TASK TO CARRY OUT: Looking at each line of the data below, tally those that contain the word "number" and give only the total.

EXERCISE INPUTS:

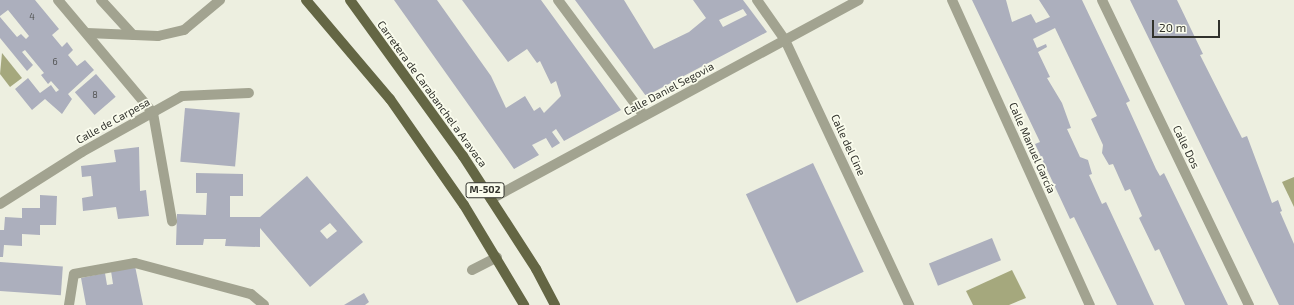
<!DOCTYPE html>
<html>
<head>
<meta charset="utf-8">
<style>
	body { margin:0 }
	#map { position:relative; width:1294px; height:305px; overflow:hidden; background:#edefe0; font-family:"Exo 2",sans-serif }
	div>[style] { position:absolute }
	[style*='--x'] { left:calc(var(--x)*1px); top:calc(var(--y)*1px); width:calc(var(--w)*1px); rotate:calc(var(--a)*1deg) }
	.water>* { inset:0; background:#a5a87d }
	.building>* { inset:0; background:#acafbd; transform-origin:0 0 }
	.lane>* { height:10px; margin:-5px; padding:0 5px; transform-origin:5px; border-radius:5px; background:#a2a390 }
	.street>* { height:10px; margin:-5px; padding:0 5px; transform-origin:5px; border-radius:5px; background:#a2a390 }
	.primary>* { height:10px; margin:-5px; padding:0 5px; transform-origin:5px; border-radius:5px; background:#646644 }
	span { translate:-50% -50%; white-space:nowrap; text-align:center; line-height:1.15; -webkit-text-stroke:3.5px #fafced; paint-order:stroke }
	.number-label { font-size:9px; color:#505150 }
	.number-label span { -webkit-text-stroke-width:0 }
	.shield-label span { padding:1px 3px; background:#fafced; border:1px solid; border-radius:3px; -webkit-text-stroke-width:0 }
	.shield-label { font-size:10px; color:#31322c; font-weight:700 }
	.street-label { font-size:11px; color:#31322c }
	.scale { position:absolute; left:1152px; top:20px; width:68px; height:18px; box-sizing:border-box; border:2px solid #31322c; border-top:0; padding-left:5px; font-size:12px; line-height:14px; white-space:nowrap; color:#31322c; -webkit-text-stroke:3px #fafced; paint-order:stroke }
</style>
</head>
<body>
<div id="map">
	<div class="water">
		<i style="clip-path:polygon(2px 53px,22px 78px,10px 87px,0 74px)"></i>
		<i style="clip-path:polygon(1294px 177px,1294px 207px,1282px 182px)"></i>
		<i style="clip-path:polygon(1012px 270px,1026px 298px,1009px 305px,973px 305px,966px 291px)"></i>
	</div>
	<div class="building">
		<i style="clip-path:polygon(0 0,35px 0,59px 29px,52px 35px,62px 47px,67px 42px,73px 50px,68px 55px,77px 66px,85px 60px,94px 70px,68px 94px,72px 99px,62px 114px,45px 99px,32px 110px,15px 89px,28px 78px,40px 93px,51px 85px,56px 92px,59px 90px,51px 81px,48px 84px,41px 75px,44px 73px,25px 50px,22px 52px,33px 65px,27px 71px,0 38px,0 17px,17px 37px,21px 34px,26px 39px,29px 36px,8px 10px,0 16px)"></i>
		<i style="clip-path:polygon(394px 0,437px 0,491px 76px,506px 108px,525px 96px,534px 111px,540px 107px,544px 113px,561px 96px,556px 81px,551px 84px,540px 61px,537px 63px,527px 49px,508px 62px,462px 0,541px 0,621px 110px,564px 141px,556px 129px,552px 132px,560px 143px,552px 148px,546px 138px,532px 145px,539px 155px,514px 169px)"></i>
		<i style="clip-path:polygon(evenodd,575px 0,624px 0,654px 49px,689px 32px,706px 18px,693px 0,743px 0,767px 32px,646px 96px,575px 0,743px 9px,747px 15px,723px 27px,719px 20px,743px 9px)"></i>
		<i style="clip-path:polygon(972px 0,1006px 0,1012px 22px,1031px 14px,1036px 23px,1050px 17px,1039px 0,1082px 0,1130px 101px,1126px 103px,1156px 169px,1160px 176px,1164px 173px,1228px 305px,1185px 305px,1159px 249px,1155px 251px,1139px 218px,1142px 216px,1130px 189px,1125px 191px,1113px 164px,1109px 165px,1102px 153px,1103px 145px,1091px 119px,1097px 116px,1055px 28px,1033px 39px,1037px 48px,1046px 44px,1047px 47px,1038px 52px,1050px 77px,1047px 78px,1062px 103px,1071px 128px,1067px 129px,1080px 157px,1088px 160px,1092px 174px,1089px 175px,1102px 204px,1106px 202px,1154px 305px,1117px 305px,1074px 217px,1070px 219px,1035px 144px,1040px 142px)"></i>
		<i style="clip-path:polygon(1130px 0,1177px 0,1203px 54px,1200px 55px,1242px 138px,1247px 136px,1272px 203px,1278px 200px,1282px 211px,1280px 212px,1294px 244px,1294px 305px,1279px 305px)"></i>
		<i style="left:96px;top:74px;width:30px;height:28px;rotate:49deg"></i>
		<i style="left:185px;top:108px;width:55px;height:54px;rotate:5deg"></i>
		<i style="clip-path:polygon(139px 147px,140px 191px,146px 190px,149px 216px,118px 219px,116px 207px,83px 211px,82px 198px,93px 196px,91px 176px,82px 177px,81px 166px,116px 162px,114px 150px)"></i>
		<i style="left:813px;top:163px;width:120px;height:74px;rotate:65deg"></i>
		<i style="clip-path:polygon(evenodd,196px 173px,243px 174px,243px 196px,230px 196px,230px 217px,260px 217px,307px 176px,363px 242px,310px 287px,260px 228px,260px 247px,225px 246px,226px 239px,204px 239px,203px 245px,176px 245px,177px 214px,206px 215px,207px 193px,196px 193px,196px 173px,330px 223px,337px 231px,327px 239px,320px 231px,330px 223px)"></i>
		<i style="clip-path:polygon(40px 195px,57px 196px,56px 225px,40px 225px,40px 235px,22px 234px,22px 246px,4px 245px,3px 257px,0 257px,0 230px,4px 230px,5px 217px,22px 218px,22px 208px,40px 208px)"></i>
		<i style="left:992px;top:238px;width:24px;height:68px;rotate:68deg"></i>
		<i style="left:0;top:262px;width:63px;height:29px;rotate:4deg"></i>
		<i style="clip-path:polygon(135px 266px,143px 305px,86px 305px,81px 278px,105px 273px,107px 285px,113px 284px,111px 271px)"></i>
		<i style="clip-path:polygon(364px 293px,369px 302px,365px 305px,344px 305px)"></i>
	</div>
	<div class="lane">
		<i style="--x:58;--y:0;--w:148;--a:49.9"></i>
		<i style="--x:153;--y:113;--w:110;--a:80"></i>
		<i style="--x:101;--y:0;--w:47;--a:47.6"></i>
		<i style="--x:87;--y:33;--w:71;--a:2.4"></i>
		<i style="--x:158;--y:36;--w:27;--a:-13"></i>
		<i style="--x:184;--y:30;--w:47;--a:-39.8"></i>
		<i style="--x:472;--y:270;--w:28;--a:-27"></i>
		<i style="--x:69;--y:305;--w:31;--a:-81"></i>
		<i style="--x:74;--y:274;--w:62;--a:-10.2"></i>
		<i style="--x:135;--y:263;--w:120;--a:15"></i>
		<i style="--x:251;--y:294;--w:17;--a:40"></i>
	</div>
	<div class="street">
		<i style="--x:558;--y:0;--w:144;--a:53.4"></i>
		<i style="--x:757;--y:0;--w:49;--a:55"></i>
		<i style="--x:785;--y:40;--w:293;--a:64.9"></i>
		<i style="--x:952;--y:0;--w:335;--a:65.7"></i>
		<i style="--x:1102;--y:0;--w:339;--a:64.3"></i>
		<i style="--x:491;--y:199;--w:418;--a:-28.4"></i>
		<i style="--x:0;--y:204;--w:97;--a:-32.4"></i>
		<i style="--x:82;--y:152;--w:115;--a:-29.2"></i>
		<i style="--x:182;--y:96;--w:67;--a:-2.6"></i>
	</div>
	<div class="primary">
		<i style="--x:306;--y:0;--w:130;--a:49.7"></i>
		<i style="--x:390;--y:99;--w:129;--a:55.1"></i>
		<i style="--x:464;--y:205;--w:117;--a:59"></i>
		<i style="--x:350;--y:0;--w:193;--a:54.1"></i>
		<i style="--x:463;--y:156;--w:135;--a:57.1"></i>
		<i style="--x:536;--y:269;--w:41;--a:62.2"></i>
	</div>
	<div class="number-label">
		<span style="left:32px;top:17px">4</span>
		<span style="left:55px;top:62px">6</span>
		<span style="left:95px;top:95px">8</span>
	</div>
	<div class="shield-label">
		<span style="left:485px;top:190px">M-502</span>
	</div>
	<div class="street-label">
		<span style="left:669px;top:89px;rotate:-28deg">Calle Daniel Segovia</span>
		<span style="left:432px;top:94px;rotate:54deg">Carretera de Carabanchel a Aravaca</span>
		<span style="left:113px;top:121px;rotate:-29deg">Calle de Carpesa</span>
		<span style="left:848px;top:145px;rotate:65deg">Calle del Cine</span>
		<span style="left:1186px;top:147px;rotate:64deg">Calle Dos</span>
		<span style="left:1032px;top:148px;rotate:66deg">Calle Manuel García</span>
	</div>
	<div class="scale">20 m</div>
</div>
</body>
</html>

EXPECTED ANSWER: 3